### Dataset entries:
§

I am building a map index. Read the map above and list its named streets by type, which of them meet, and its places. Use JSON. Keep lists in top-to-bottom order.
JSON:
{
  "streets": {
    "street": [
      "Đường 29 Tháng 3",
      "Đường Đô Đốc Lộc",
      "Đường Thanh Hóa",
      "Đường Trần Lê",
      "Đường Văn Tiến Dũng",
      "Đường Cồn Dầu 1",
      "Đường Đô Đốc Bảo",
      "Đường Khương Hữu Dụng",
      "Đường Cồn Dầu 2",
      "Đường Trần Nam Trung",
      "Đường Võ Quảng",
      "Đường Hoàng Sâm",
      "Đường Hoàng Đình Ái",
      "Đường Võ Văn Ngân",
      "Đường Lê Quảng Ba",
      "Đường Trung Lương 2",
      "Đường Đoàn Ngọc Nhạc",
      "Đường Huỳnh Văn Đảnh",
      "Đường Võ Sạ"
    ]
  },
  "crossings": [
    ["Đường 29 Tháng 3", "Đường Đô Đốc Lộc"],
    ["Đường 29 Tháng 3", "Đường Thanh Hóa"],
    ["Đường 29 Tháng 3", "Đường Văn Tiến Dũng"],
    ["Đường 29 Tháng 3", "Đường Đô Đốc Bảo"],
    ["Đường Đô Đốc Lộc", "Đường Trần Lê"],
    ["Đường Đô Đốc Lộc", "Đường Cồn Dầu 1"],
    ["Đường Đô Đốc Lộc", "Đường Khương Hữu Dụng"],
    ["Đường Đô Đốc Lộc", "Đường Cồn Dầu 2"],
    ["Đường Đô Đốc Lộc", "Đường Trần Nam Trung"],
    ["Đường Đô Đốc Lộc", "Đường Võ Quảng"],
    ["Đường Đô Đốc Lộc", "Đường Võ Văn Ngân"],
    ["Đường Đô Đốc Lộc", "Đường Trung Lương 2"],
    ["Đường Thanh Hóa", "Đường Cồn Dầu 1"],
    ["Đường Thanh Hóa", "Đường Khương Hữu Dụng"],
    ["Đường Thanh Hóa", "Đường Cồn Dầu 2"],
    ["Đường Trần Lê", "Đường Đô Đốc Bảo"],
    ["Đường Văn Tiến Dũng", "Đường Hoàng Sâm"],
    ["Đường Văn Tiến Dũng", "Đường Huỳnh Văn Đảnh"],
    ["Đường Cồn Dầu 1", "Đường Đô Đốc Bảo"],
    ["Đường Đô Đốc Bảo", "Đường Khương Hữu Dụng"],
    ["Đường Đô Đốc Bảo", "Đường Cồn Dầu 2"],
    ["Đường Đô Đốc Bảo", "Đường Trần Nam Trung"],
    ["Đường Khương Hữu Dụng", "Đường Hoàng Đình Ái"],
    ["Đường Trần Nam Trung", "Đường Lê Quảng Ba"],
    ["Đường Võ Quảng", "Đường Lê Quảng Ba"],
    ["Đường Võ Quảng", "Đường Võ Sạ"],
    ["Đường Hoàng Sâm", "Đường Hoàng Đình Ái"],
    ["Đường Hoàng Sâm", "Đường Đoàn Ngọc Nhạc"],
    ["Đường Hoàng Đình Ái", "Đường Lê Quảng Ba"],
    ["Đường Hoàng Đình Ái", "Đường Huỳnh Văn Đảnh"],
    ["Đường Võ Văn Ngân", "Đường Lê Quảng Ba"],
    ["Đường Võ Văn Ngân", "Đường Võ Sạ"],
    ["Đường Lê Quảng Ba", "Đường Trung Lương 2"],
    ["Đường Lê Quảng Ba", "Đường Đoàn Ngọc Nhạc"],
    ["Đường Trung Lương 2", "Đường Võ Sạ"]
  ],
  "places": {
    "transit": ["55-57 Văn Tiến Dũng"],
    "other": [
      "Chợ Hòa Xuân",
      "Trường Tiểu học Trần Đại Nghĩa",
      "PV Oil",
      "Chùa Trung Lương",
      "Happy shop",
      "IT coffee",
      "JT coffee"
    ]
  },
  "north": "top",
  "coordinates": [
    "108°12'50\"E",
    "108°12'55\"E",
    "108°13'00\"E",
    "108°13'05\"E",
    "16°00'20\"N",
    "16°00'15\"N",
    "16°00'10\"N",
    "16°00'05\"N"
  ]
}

§

### Assignment:
Restate the records above exactly.

### Reply to the exercise:
I am building a map index. Read the map above and list its named streets by type, which of them meet, and its places. Use JSON. Keep lists in top-to-bottom order.
JSON:
{
  "streets": {
    "street": [
      "Đường 29 Tháng 3",
      "Đường Đô Đốc Lộc",
      "Đường Thanh Hóa",
      "Đường Trần Lê",
      "Đường Văn Tiến Dũng",
      "Đường Cồn Dầu 1",
      "Đường Đô Đốc Bảo",
      "Đường Khương Hữu Dụng",
      "Đường Cồn Dầu 2",
      "Đường Trần Nam Trung",
      "Đường Võ Quảng",
      "Đường Hoàng Sâm",
      "Đường Hoàng Đình Ái",
      "Đường Võ Văn Ngân",
      "Đường Lê Quảng Ba",
      "Đường Trung Lương 2",
      "Đường Đoàn Ngọc Nhạc",
      "Đường Huỳnh Văn Đảnh",
      "Đường Võ Sạ"
    ]
  },
  "crossings": [
    ["Đường 29 Tháng 3", "Đường Đô Đốc Lộc"],
    ["Đường 29 Tháng 3", "Đường Thanh Hóa"],
    ["Đường 29 Tháng 3", "Đường Văn Tiến Dũng"],
    ["Đường 29 Tháng 3", "Đường Đô Đốc Bảo"],
    ["Đường Đô Đốc Lộc", "Đường Trần Lê"],
    ["Đường Đô Đốc Lộc", "Đường Cồn Dầu 1"],
    ["Đường Đô Đốc Lộc", "Đường Khương Hữu Dụng"],
    ["Đường Đô Đốc Lộc", "Đường Cồn Dầu 2"],
    ["Đường Đô Đốc Lộc", "Đường Trần Nam Trung"],
    ["Đường Đô Đốc Lộc", "Đường Võ Quảng"],
    ["Đường Đô Đốc Lộc", "Đường Võ Văn Ngân"],
    ["Đường Đô Đốc Lộc", "Đường Trung Lương 2"],
    ["Đường Thanh Hóa", "Đường Cồn Dầu 1"],
    ["Đường Thanh Hóa", "Đường Khương Hữu Dụng"],
    ["Đường Thanh Hóa", "Đường Cồn Dầu 2"],
    ["Đường Trần Lê", "Đường Đô Đốc Bảo"],
    ["Đường Văn Tiến Dũng", "Đường Hoàng Sâm"],
    ["Đường Văn Tiến Dũng", "Đường Huỳnh Văn Đảnh"],
    ["Đường Cồn Dầu 1", "Đường Đô Đốc Bảo"],
    ["Đường Đô Đốc Bảo", "Đường Khương Hữu Dụng"],
    ["Đường Đô Đốc Bảo", "Đường Cồn Dầu 2"],
    ["Đường Đô Đốc Bảo", "Đường Trần Nam Trung"],
    ["Đường Khương Hữu Dụng", "Đường Hoàng Đình Ái"],
    ["Đường Trần Nam Trung", "Đường Lê Quảng Ba"],
    ["Đường Võ Quảng", "Đường Lê Quảng Ba"],
    ["Đường Võ Quảng", "Đường Võ Sạ"],
    ["Đường Hoàng Sâm", "Đường Hoàng Đình Ái"],
    ["Đường Hoàng Sâm", "Đường Đoàn Ngọc Nhạc"],
    ["Đường Hoàng Đình Ái", "Đường Lê Quảng Ba"],
    ["Đường Hoàng Đình Ái", "Đường Huỳnh Văn Đảnh"],
    ["Đường Võ Văn Ngân", "Đường Lê Quảng Ba"],
    ["Đường Võ Văn Ngân", "Đường Võ Sạ"],
    ["Đường Lê Quảng Ba", "Đường Trung Lương 2"],
    ["Đường Lê Quảng Ba", "Đường Đoàn Ngọc Nhạc"],
    ["Đường Trung Lương 2", "Đường Võ Sạ"]
  ],
  "places": {
    "transit": ["55-57 Văn Tiến Dũng"],
    "other": [
      "Chợ Hòa Xuân",
      "Trường Tiểu học Trần Đại Nghĩa",
      "PV Oil",
      "Chùa Trung Lương",
      "Happy shop",
      "IT coffee",
      "JT coffee"
    ]
  },
  "north": "top",
  "coordinates": [
    "108°12'50\"E",
    "108°12'55\"E",
    "108°13'00\"E",
    "108°13'05\"E",
    "16°00'20\"N",
    "16°00'15\"N",
    "16°00'10\"N",
    "16°00'05\"N"
  ]
}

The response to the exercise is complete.